[Dataset entries]
"""
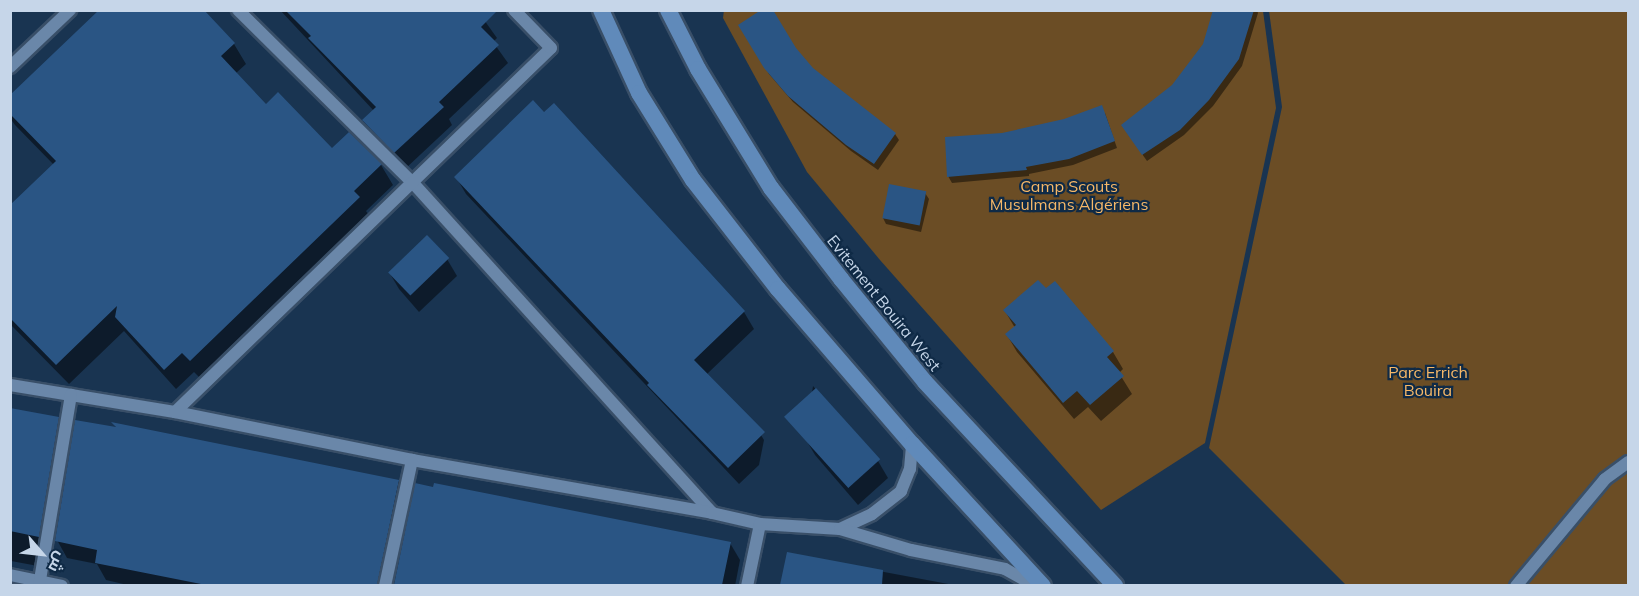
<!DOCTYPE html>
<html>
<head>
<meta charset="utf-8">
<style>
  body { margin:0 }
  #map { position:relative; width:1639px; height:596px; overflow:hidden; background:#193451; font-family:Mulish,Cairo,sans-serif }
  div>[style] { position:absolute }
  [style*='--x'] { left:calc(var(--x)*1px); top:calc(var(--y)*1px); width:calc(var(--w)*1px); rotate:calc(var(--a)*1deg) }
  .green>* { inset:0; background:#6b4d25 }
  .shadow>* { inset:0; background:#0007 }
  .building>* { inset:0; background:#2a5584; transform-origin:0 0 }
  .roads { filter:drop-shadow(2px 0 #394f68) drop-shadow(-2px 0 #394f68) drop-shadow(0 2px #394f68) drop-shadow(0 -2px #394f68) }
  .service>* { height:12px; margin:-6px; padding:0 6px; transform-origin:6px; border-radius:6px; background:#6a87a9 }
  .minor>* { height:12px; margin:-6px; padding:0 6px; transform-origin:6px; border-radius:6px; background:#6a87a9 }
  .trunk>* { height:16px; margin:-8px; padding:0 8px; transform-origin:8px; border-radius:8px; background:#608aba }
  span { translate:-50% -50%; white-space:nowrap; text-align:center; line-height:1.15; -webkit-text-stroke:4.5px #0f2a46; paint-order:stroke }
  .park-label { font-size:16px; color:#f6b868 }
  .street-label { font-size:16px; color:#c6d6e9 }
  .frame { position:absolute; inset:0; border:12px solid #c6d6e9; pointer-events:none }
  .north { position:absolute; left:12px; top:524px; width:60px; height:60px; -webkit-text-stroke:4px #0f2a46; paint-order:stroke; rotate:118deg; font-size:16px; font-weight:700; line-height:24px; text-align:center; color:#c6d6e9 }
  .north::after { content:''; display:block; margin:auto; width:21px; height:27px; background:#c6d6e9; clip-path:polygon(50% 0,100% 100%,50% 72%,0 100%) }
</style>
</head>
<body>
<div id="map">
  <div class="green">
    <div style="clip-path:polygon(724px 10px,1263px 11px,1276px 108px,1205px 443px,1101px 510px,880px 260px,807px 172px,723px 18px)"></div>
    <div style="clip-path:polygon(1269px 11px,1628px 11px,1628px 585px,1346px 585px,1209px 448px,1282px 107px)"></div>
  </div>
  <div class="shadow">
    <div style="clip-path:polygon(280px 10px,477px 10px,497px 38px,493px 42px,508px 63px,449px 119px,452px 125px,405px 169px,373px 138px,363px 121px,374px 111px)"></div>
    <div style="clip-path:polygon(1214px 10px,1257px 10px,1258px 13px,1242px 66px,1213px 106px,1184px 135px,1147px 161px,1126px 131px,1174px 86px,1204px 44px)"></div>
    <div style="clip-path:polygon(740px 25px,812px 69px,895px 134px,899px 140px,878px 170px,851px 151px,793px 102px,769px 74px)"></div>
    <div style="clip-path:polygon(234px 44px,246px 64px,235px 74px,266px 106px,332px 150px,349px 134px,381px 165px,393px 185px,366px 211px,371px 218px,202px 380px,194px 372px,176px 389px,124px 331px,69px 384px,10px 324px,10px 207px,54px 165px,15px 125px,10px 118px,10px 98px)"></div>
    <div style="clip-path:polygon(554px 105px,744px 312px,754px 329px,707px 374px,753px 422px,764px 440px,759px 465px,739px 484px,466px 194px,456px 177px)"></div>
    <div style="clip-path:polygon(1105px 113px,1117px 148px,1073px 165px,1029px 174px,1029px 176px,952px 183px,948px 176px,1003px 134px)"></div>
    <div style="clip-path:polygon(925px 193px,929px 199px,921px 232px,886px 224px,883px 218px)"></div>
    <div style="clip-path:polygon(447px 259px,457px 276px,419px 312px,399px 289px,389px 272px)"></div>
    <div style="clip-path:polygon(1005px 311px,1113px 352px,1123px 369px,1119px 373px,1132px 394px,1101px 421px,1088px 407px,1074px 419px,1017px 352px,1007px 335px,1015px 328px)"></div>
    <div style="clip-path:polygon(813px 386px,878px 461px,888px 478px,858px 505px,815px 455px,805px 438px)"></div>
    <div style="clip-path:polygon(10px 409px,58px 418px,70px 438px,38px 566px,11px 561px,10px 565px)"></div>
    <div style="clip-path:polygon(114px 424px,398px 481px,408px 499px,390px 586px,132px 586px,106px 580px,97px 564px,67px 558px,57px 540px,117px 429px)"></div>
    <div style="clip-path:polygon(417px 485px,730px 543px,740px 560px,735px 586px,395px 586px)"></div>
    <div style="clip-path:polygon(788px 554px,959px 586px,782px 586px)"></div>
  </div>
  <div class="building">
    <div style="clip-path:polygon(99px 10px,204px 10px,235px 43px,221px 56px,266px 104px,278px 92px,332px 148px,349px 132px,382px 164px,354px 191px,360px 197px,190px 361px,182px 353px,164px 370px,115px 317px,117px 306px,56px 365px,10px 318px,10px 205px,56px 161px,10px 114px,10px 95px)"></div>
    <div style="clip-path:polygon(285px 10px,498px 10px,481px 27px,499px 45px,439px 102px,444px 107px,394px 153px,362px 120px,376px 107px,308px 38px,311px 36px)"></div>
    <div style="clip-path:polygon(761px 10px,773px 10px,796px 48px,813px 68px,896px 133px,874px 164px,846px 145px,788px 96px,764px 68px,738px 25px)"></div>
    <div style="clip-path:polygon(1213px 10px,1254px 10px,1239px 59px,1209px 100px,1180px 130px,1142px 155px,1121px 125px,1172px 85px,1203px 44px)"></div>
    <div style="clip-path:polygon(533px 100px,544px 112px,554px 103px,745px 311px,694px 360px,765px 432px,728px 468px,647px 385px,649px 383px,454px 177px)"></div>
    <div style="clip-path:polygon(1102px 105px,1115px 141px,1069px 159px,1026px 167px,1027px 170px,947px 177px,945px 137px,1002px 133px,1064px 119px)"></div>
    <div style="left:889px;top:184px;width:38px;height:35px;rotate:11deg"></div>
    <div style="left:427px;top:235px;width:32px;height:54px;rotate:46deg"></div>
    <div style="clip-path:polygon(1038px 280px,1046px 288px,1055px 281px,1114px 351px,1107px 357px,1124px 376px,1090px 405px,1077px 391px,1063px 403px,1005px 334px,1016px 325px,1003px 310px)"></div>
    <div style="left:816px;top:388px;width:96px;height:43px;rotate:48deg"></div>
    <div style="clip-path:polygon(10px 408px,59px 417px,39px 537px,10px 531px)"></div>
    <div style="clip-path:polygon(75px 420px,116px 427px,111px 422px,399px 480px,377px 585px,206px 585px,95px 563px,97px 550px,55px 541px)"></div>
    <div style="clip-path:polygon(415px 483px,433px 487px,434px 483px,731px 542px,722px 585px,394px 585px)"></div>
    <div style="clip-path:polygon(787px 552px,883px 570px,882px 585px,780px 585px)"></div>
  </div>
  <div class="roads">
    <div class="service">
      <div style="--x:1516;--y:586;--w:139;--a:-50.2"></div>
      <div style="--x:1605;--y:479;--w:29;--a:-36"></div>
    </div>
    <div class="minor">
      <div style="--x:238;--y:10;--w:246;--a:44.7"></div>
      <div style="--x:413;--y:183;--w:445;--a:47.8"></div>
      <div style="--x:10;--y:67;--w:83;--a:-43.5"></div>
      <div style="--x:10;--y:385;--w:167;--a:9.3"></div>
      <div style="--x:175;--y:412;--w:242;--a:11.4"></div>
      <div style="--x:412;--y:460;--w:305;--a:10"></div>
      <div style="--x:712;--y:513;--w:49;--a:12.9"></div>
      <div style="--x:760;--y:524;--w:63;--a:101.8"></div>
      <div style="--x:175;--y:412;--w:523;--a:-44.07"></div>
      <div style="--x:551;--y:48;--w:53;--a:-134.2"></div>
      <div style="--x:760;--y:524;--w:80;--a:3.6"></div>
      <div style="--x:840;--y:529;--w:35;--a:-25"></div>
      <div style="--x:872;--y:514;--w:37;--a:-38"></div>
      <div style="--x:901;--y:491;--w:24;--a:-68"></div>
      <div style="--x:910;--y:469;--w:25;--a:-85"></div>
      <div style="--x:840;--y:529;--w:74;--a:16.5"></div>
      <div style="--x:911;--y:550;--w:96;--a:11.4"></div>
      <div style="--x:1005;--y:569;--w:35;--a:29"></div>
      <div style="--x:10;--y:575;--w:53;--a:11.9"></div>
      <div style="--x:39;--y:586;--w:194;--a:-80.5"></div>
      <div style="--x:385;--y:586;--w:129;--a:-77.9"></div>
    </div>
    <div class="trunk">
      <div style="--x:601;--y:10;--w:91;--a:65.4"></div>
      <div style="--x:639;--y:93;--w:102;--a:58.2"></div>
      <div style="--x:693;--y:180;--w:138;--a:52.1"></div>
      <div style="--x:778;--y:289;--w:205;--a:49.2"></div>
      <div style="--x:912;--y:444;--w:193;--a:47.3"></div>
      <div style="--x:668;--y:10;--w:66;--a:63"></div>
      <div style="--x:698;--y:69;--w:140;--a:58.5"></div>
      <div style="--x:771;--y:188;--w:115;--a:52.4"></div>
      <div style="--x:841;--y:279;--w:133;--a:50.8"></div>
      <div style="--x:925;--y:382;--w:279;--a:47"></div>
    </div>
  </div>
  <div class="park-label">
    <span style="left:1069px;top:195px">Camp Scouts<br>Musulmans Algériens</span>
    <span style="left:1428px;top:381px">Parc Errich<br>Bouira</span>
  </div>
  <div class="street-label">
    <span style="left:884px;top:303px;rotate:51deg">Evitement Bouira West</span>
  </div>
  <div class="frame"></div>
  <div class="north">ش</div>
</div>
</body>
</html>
"""
"""
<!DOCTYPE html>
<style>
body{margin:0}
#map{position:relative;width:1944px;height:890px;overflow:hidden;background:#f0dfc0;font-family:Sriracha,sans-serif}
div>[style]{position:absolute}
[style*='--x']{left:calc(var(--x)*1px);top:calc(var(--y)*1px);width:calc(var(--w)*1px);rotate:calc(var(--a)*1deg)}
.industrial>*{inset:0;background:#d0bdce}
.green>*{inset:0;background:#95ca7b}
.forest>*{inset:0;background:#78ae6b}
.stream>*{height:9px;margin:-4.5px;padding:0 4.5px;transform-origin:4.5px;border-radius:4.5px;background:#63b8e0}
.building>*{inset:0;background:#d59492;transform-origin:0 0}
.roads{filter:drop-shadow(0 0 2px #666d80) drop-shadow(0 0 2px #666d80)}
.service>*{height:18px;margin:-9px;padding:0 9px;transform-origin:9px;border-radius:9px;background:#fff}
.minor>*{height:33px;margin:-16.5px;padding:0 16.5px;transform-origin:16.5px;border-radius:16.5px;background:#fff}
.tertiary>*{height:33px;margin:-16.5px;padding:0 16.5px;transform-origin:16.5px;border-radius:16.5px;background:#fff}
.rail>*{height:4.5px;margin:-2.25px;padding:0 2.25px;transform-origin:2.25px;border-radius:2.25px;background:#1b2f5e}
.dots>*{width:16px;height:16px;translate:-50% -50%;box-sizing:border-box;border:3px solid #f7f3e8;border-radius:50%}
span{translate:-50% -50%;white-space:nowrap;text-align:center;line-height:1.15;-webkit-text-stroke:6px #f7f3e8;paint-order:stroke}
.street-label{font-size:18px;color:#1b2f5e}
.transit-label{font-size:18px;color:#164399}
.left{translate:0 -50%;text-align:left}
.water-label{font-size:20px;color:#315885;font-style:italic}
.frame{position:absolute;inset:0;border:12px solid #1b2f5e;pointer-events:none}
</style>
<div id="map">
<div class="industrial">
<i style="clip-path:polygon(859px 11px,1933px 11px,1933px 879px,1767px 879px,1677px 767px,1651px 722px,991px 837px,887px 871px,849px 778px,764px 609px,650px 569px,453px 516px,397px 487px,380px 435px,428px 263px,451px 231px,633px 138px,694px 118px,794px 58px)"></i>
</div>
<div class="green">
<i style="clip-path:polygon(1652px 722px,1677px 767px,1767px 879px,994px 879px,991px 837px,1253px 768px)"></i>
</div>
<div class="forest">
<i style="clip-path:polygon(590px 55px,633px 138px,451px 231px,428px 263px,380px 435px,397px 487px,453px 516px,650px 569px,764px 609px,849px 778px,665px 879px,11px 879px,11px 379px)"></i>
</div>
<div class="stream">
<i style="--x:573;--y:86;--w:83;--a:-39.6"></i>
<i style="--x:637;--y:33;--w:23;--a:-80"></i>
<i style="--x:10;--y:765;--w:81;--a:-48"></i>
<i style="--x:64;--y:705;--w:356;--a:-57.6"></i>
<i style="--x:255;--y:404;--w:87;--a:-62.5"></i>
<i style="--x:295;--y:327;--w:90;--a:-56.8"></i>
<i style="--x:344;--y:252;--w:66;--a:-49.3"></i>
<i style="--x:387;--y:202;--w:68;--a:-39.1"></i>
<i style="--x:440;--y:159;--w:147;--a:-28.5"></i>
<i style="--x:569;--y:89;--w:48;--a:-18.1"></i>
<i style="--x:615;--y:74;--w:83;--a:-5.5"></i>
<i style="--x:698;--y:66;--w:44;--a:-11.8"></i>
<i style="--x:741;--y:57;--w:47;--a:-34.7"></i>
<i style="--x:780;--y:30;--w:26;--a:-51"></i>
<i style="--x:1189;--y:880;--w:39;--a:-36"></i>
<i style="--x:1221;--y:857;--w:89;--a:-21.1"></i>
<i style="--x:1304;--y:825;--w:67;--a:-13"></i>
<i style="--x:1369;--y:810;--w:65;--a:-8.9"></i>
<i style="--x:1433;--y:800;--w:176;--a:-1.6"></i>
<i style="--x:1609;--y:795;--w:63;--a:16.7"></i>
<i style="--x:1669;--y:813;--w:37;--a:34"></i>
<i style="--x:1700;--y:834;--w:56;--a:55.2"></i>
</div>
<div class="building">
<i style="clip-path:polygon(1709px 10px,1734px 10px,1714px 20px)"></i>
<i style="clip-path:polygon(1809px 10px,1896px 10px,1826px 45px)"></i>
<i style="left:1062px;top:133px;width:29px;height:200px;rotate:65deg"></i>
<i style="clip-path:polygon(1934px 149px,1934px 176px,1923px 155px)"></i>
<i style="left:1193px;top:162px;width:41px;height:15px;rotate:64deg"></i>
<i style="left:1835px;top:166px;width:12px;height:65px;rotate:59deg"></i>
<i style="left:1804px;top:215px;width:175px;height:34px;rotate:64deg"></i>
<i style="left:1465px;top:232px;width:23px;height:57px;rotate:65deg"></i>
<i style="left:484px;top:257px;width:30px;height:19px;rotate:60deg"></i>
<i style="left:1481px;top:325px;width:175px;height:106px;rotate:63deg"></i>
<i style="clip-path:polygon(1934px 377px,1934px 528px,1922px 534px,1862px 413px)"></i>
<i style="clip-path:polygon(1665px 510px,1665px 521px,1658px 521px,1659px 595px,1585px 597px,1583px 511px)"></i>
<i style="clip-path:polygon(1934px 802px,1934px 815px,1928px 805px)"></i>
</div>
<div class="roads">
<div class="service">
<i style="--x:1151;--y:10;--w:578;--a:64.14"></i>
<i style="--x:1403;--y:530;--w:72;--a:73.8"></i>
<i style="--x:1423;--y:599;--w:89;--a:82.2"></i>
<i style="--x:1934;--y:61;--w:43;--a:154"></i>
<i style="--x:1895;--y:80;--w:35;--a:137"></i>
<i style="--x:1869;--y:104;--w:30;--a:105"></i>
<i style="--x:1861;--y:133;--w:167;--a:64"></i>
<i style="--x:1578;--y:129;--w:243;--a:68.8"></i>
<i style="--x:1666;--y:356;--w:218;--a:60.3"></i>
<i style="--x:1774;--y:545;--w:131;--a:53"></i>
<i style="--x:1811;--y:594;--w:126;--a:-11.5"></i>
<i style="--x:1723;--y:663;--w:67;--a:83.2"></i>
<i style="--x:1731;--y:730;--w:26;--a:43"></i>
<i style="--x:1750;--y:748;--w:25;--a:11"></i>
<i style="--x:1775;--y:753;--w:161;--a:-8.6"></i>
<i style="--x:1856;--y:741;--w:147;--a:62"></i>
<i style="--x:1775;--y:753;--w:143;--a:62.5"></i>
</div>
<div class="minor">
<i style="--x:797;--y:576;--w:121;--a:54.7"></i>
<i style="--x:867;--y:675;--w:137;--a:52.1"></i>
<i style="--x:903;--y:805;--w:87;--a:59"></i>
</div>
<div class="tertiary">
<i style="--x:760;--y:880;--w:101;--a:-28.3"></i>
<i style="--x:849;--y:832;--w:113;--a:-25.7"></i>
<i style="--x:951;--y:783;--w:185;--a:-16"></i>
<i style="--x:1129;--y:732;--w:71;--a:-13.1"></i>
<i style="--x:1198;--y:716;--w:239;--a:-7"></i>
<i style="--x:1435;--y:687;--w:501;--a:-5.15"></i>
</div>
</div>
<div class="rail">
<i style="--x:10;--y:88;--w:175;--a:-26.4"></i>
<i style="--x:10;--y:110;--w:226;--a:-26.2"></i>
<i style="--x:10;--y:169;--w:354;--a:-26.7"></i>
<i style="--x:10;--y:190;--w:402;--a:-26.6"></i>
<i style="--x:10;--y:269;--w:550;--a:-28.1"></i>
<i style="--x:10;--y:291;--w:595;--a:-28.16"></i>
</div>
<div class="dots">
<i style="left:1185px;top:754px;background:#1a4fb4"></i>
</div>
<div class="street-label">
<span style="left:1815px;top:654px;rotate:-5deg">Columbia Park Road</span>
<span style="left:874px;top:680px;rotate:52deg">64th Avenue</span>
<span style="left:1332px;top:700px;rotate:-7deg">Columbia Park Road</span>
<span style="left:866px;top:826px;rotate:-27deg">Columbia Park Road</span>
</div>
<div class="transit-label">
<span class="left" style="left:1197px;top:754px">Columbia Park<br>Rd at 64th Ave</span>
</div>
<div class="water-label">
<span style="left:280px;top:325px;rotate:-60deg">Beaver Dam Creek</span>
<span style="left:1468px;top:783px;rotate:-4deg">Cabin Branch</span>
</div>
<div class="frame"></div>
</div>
"""
▸ **Task objective**
Match on "stream": copy every line in the records that has it.

▸ **Answer section**
.stream>*{height:9px;margin:-4.5px;padding:0 4.5px;transform-origin:4.5px;border-radius:4.5px;background:#63b8e0}
<div class="stream">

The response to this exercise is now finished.